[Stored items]
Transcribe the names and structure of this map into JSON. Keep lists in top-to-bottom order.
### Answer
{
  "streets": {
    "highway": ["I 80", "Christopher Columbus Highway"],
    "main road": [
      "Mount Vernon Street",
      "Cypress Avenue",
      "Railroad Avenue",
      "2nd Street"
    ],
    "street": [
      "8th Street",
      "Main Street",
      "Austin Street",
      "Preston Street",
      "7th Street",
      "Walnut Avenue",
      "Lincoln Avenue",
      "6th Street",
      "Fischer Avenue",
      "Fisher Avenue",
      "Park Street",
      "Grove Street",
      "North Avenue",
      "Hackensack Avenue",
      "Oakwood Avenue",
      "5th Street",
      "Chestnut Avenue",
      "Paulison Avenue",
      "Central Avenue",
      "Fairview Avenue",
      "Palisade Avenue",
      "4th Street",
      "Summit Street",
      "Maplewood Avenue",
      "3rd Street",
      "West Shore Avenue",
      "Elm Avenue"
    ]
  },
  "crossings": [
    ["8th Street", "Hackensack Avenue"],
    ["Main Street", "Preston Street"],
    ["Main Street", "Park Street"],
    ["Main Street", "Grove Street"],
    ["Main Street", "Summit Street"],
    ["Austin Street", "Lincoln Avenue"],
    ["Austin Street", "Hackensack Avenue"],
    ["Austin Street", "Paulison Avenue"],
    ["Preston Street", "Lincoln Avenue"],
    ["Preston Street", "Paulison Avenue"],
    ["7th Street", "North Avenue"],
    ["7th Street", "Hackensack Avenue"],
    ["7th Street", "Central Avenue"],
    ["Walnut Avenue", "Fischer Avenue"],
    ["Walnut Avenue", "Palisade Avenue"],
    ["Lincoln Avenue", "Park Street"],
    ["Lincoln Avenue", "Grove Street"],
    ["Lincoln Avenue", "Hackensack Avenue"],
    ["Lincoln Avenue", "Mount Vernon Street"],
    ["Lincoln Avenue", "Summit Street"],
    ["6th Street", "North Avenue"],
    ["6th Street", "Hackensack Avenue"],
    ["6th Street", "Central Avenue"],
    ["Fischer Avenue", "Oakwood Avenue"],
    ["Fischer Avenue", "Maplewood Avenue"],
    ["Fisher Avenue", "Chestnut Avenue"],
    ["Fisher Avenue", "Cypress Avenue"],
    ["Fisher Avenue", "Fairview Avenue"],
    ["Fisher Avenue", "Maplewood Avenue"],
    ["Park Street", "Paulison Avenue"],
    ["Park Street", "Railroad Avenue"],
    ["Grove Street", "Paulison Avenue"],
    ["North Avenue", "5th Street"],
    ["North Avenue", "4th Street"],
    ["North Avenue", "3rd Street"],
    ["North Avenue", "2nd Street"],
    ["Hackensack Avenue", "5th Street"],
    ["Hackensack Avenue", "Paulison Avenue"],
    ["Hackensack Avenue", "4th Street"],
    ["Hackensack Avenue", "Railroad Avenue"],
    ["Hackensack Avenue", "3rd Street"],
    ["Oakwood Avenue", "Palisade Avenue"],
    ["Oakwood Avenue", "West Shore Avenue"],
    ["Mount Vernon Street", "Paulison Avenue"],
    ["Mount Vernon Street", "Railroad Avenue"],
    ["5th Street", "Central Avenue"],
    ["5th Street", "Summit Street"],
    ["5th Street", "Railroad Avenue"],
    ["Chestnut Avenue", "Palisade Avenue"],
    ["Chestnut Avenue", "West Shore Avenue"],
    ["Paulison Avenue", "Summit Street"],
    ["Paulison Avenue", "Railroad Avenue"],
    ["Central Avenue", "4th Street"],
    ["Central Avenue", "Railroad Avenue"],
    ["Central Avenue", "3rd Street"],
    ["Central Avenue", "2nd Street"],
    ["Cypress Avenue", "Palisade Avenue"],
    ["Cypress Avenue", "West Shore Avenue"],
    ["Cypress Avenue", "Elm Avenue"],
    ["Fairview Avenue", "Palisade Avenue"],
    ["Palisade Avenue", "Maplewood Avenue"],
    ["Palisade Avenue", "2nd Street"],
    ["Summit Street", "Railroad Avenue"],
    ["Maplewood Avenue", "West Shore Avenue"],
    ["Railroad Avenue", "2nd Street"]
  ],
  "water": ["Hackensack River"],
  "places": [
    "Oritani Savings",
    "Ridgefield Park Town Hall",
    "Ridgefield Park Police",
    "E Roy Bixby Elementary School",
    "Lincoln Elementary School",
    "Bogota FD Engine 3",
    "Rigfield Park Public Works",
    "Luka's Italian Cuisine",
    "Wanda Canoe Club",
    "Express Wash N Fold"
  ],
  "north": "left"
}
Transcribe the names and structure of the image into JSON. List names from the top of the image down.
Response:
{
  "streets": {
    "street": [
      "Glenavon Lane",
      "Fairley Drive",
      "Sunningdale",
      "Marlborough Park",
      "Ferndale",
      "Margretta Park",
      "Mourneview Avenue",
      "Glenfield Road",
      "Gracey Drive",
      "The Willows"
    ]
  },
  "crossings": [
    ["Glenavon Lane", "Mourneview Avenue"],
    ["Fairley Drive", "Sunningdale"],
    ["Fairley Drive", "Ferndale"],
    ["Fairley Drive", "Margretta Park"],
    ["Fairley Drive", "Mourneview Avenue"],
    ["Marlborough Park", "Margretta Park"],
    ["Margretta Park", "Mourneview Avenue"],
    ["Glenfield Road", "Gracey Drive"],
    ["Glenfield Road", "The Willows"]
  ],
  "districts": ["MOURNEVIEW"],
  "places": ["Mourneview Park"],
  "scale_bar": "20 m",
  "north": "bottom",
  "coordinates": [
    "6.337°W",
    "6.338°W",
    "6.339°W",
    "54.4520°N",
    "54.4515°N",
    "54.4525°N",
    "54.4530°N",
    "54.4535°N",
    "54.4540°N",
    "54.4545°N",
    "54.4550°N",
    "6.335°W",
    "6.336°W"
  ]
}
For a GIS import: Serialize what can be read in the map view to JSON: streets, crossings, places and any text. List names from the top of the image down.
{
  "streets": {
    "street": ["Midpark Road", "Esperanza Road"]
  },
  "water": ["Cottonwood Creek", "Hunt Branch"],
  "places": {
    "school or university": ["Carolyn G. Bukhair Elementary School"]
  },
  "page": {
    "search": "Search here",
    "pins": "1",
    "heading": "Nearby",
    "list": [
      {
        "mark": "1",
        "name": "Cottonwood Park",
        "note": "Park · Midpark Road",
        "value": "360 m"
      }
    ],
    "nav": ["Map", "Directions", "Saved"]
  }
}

> **Aim of the task**: Every line above should be written out again exactly as it stands.

> **Written answer**:
Transcribe the names and structure of this map into JSON. Keep lists in top-to-bottom order.
### Answer
{
  "streets": {
    "highway": ["I 80", "Christopher Columbus Highway"],
    "main road": [
      "Mount Vernon Street",
      "Cypress Avenue",
      "Railroad Avenue",
      "2nd Street"
    ],
    "street": [
      "8th Street",
      "Main Street",
      "Austin Street",
      "Preston Street",
      "7th Street",
      "Walnut Avenue",
      "Lincoln Avenue",
      "6th Street",
      "Fischer Avenue",
      "Fisher Avenue",
      "Park Street",
      "Grove Street",
      "North Avenue",
      "Hackensack Avenue",
      "Oakwood Avenue",
      "5th Street",
      "Chestnut Avenue",
      "Paulison Avenue",
      "Central Avenue",
      "Fairview Avenue",
      "Palisade Avenue",
      "4th Street",
      "Summit Street",
      "Maplewood Avenue",
      "3rd Street",
      "West Shore Avenue",
      "Elm Avenue"
    ]
  },
  "crossings": [
    ["8th Street", "Hackensack Avenue"],
    ["Main Street", "Preston Street"],
    ["Main Street", "Park Street"],
    ["Main Street", "Grove Street"],
    ["Main Street", "Summit Street"],
    ["Austin Street", "Lincoln Avenue"],
    ["Austin Street", "Hackensack Avenue"],
    ["Austin Street", "Paulison Avenue"],
    ["Preston Street", "Lincoln Avenue"],
    ["Preston Street", "Paulison Avenue"],
    ["7th Street", "North Avenue"],
    ["7th Street", "Hackensack Avenue"],
    ["7th Street", "Central Avenue"],
    ["Walnut Avenue", "Fischer Avenue"],
    ["Walnut Avenue", "Palisade Avenue"],
    ["Lincoln Avenue", "Park Street"],
    ["Lincoln Avenue", "Grove Street"],
    ["Lincoln Avenue", "Hackensack Avenue"],
    ["Lincoln Avenue", "Mount Vernon Street"],
    ["Lincoln Avenue", "Summit Street"],
    ["6th Street", "North Avenue"],
    ["6th Street", "Hackensack Avenue"],
    ["6th Street", "Central Avenue"],
    ["Fischer Avenue", "Oakwood Avenue"],
    ["Fischer Avenue", "Maplewood Avenue"],
    ["Fisher Avenue", "Chestnut Avenue"],
    ["Fisher Avenue", "Cypress Avenue"],
    ["Fisher Avenue", "Fairview Avenue"],
    ["Fisher Avenue", "Maplewood Avenue"],
    ["Park Street", "Paulison Avenue"],
    ["Park Street", "Railroad Avenue"],
    ["Grove Street", "Paulison Avenue"],
    ["North Avenue", "5th Street"],
    ["North Avenue", "4th Street"],
    ["North Avenue", "3rd Street"],
    ["North Avenue", "2nd Street"],
    ["Hackensack Avenue", "5th Street"],
    ["Hackensack Avenue", "Paulison Avenue"],
    ["Hackensack Avenue", "4th Street"],
    ["Hackensack Avenue", "Railroad Avenue"],
    ["Hackensack Avenue", "3rd Street"],
    ["Oakwood Avenue", "Palisade Avenue"],
    ["Oakwood Avenue", "West Shore Avenue"],
    ["Mount Vernon Street", "Paulison Avenue"],
    ["Mount Vernon Street", "Railroad Avenue"],
    ["5th Street", "Central Avenue"],
    ["5th Street", "Summit Street"],
    ["5th Street", "Railroad Avenue"],
    ["Chestnut Avenue", "Palisade Avenue"],
    ["Chestnut Avenue", "West Shore Avenue"],
    ["Paulison Avenue", "Summit Street"],
    ["Paulison Avenue", "Railroad Avenue"],
    ["Central Avenue", "4th Street"],
    ["Central Avenue", "Railroad Avenue"],
    ["Central Avenue", "3rd Street"],
    ["Central Avenue", "2nd Street"],
    ["Cypress Avenue", "Palisade Avenue"],
    ["Cypress Avenue", "West Shore Avenue"],
    ["Cypress Avenue", "Elm Avenue"],
    ["Fairview Avenue", "Palisade Avenue"],
    ["Palisade Avenue", "Maplewood Avenue"],
    ["Palisade Avenue", "2nd Street"],
    ["Summit Street", "Railroad Avenue"],
    ["Maplewood Avenue", "West Shore Avenue"],
    ["Railroad Avenue", "2nd Street"]
  ],
  "water": ["Hackensack River"],
  "places": [
    "Oritani Savings",
    "Ridgefield Park Town Hall",
    "Ridgefield Park Police",
    "E Roy Bixby Elementary School",
    "Lincoln Elementary School",
    "Bogota FD Engine 3",
    "Rigfield Park Public Works",
    "Luka's Italian Cuisine",
    "Wanda Canoe Club",
    "Express Wash N Fold"
  ],
  "north": "left"
}
Transcribe the names and structure of the image into JSON. List names from the top of the image down.
Response:
{
  "streets": {
    "street": [
      "Glenavon Lane",
      "Fairley Drive",
      "Sunningdale",
      "Marlborough Park",
      "Ferndale",
      "Margretta Park",
      "Mourneview Avenue",
      "Glenfield Road",
      "Gracey Drive",
      "The Willows"
    ]
  },
  "crossings": [
    ["Glenavon Lane", "Mourneview Avenue"],
    ["Fairley Drive", "Sunningdale"],
    ["Fairley Drive", "Ferndale"],
    ["Fairley Drive", "Margretta Park"],
    ["Fairley Drive", "Mourneview Avenue"],
    ["Marlborough Park", "Margretta Park"],
    ["Margretta Park", "Mourneview Avenue"],
    ["Glenfield Road", "Gracey Drive"],
    ["Glenfield Road", "The Willows"]
  ],
  "districts": ["MOURNEVIEW"],
  "places": ["Mourneview Park"],
  "scale_bar": "20 m",
  "north": "bottom",
  "coordinates": [
    "6.337°W",
    "6.338°W",
    "6.339°W",
    "54.4520°N",
    "54.4515°N",
    "54.4525°N",
    "54.4530°N",
    "54.4535°N",
    "54.4540°N",
    "54.4545°N",
    "54.4550°N",
    "6.335°W",
    "6.336°W"
  ]
}
For a GIS import: Serialize what can be read in the map view to JSON: streets, crossings, places and any text. List names from the top of the image down.
{
  "streets": {
    "street": ["Midpark Road", "Esperanza Road"]
  },
  "water": ["Cottonwood Creek", "Hunt Branch"],
  "places": {
    "school or university": ["Carolyn G. Bukhair Elementary School"]
  },
  "page": {
    "search": "Search here",
    "pins": "1",
    "heading": "Nearby",
    "list": [
      {
        "mark": "1",
        "name": "Cottonwood Park",
        "note": "Park · Midpark Road",
        "value": "360 m"
      }
    ],
    "nav": ["Map", "Directions", "Saved"]
  }
}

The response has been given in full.